▶ _Exercise requirements_: What lines below hold the string "Citation"? Copy them all.

▶ _Data for this task_:

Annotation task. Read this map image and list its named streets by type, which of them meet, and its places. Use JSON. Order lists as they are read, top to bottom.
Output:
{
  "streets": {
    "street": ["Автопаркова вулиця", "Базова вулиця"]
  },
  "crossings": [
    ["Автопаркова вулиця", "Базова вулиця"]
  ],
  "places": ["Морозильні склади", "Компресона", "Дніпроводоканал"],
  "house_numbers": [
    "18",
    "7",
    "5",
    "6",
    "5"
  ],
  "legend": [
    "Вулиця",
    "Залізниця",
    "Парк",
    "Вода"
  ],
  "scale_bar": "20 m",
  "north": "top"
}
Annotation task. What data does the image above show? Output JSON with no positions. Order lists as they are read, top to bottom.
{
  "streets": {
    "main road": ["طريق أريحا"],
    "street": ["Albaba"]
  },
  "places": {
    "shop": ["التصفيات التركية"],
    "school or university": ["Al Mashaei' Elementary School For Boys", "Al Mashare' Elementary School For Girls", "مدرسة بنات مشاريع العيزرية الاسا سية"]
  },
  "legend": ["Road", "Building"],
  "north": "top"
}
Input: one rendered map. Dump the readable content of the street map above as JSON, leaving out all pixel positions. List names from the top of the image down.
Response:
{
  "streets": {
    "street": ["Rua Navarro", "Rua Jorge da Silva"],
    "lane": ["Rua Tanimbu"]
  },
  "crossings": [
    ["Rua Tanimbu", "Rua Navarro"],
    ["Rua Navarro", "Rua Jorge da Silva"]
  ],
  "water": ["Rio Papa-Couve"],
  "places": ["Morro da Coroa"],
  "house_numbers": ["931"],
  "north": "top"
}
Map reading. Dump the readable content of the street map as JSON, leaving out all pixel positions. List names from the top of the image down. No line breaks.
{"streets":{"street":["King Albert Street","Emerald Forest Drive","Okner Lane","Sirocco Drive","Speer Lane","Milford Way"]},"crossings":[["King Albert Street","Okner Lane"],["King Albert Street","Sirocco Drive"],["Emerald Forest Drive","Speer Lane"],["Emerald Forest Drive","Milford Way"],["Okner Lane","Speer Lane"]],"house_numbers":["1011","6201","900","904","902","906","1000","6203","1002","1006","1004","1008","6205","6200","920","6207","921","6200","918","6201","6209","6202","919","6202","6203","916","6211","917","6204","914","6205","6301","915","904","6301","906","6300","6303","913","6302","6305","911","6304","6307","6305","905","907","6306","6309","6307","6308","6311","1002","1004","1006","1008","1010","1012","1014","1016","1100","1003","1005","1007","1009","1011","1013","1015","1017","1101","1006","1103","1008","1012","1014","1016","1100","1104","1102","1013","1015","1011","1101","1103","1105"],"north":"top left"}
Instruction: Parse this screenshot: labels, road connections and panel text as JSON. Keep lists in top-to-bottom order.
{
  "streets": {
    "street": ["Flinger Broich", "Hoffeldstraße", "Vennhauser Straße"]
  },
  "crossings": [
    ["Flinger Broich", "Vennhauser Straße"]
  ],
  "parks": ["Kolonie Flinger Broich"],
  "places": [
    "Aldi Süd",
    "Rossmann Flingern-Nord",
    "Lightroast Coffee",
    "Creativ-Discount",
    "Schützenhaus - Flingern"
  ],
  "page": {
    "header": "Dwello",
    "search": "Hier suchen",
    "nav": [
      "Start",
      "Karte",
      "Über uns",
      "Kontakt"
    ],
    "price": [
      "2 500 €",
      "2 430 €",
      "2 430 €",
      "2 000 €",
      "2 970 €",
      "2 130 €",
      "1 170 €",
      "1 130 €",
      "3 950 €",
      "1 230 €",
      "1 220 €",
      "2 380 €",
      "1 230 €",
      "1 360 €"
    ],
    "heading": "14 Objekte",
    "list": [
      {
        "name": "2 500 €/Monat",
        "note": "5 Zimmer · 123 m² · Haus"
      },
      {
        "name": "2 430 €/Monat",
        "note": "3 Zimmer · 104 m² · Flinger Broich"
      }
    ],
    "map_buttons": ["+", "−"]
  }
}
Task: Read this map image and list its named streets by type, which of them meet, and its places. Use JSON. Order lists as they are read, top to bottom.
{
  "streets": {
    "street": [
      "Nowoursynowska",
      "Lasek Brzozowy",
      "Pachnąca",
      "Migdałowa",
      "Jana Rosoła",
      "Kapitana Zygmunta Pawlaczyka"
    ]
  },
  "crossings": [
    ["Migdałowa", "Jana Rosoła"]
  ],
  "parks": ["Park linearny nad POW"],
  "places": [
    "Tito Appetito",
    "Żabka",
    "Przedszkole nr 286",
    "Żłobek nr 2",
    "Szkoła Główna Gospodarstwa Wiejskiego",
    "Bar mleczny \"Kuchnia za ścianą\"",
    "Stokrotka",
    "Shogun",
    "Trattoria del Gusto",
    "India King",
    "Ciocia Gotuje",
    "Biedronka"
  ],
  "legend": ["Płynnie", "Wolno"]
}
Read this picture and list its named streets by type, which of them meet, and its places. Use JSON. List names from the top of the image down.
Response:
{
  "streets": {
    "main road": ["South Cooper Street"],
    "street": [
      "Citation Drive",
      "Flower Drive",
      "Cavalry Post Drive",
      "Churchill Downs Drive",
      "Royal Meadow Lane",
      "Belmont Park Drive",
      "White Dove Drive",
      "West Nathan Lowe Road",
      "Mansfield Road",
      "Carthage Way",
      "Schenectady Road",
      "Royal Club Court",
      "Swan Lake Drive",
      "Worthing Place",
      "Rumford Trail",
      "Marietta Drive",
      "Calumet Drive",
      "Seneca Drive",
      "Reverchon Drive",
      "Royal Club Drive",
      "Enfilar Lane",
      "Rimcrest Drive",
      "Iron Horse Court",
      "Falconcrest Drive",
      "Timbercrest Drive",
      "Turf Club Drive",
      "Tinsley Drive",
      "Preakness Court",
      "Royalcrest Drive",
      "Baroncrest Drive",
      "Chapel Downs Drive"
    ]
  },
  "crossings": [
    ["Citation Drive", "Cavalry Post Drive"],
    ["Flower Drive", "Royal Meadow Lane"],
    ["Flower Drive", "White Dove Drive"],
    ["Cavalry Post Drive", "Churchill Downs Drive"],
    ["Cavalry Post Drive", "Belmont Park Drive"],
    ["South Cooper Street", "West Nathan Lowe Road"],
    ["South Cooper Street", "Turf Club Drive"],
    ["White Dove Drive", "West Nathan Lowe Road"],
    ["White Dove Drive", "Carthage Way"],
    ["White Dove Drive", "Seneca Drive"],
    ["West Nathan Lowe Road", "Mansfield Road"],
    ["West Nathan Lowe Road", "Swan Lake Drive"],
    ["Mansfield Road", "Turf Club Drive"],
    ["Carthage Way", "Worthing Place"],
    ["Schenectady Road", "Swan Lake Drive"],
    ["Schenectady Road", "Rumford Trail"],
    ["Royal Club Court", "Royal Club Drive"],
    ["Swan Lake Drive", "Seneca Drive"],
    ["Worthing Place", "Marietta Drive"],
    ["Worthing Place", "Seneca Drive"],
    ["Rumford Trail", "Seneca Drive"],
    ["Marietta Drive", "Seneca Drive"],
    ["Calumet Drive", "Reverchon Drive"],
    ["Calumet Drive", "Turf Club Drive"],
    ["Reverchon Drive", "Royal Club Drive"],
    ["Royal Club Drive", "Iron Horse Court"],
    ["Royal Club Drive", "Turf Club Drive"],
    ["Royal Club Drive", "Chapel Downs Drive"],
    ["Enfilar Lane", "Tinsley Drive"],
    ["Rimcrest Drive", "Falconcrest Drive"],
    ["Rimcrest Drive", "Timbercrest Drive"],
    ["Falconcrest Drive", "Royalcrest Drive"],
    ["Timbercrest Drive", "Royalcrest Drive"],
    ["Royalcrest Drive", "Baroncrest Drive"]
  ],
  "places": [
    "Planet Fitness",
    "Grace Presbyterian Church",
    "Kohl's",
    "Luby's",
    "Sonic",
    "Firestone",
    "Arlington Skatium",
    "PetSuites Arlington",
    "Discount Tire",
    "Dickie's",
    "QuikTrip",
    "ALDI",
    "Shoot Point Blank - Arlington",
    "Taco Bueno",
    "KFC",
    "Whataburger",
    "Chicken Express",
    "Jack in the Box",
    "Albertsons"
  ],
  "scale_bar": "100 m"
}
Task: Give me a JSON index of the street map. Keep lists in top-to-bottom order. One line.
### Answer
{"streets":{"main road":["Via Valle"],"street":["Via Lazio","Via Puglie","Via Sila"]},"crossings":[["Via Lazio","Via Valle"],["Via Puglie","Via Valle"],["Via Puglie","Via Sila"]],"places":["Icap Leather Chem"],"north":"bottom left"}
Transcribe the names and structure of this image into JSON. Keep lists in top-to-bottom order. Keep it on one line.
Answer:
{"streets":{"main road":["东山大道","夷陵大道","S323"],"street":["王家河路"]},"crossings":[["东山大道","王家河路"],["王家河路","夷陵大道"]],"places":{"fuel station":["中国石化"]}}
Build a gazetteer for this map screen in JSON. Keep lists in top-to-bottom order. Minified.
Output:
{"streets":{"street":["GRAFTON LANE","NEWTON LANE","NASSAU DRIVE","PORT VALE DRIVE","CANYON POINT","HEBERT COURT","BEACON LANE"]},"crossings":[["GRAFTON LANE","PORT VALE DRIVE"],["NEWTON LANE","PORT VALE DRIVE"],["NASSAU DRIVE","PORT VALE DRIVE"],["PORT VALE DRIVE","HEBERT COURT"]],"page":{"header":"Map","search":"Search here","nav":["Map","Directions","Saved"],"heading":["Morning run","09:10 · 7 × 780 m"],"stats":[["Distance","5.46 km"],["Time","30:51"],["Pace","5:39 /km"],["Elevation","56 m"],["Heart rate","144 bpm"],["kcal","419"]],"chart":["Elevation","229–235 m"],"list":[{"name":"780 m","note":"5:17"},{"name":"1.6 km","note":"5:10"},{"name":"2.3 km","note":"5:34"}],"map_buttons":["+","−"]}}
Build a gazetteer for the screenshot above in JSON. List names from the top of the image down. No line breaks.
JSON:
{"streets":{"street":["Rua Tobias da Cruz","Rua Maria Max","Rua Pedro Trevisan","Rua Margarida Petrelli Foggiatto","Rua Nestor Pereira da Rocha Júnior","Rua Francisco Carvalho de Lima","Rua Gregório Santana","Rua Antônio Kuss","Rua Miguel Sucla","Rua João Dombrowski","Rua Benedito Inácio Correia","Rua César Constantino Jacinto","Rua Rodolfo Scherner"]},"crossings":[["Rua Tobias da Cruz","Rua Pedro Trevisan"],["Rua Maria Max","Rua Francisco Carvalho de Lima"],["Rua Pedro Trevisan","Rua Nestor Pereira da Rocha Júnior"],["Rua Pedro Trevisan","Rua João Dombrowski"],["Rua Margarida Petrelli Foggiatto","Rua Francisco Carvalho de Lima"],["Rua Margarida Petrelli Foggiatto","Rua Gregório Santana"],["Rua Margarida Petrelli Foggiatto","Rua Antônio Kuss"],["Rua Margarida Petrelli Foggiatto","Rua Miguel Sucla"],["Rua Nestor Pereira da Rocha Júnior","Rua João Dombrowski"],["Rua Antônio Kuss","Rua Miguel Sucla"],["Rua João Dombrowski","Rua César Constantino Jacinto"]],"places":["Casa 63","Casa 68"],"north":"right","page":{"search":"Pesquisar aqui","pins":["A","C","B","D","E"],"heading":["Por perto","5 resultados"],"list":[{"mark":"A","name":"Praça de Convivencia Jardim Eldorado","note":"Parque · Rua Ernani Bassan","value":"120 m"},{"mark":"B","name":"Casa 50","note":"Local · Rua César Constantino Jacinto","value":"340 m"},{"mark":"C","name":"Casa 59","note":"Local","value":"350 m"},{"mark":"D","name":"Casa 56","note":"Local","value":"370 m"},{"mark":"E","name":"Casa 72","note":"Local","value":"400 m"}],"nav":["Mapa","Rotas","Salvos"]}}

▶ _Completed exercise_:
      "Citation Drive",
    ["Citation Drive", "Cavalry Post Drive"],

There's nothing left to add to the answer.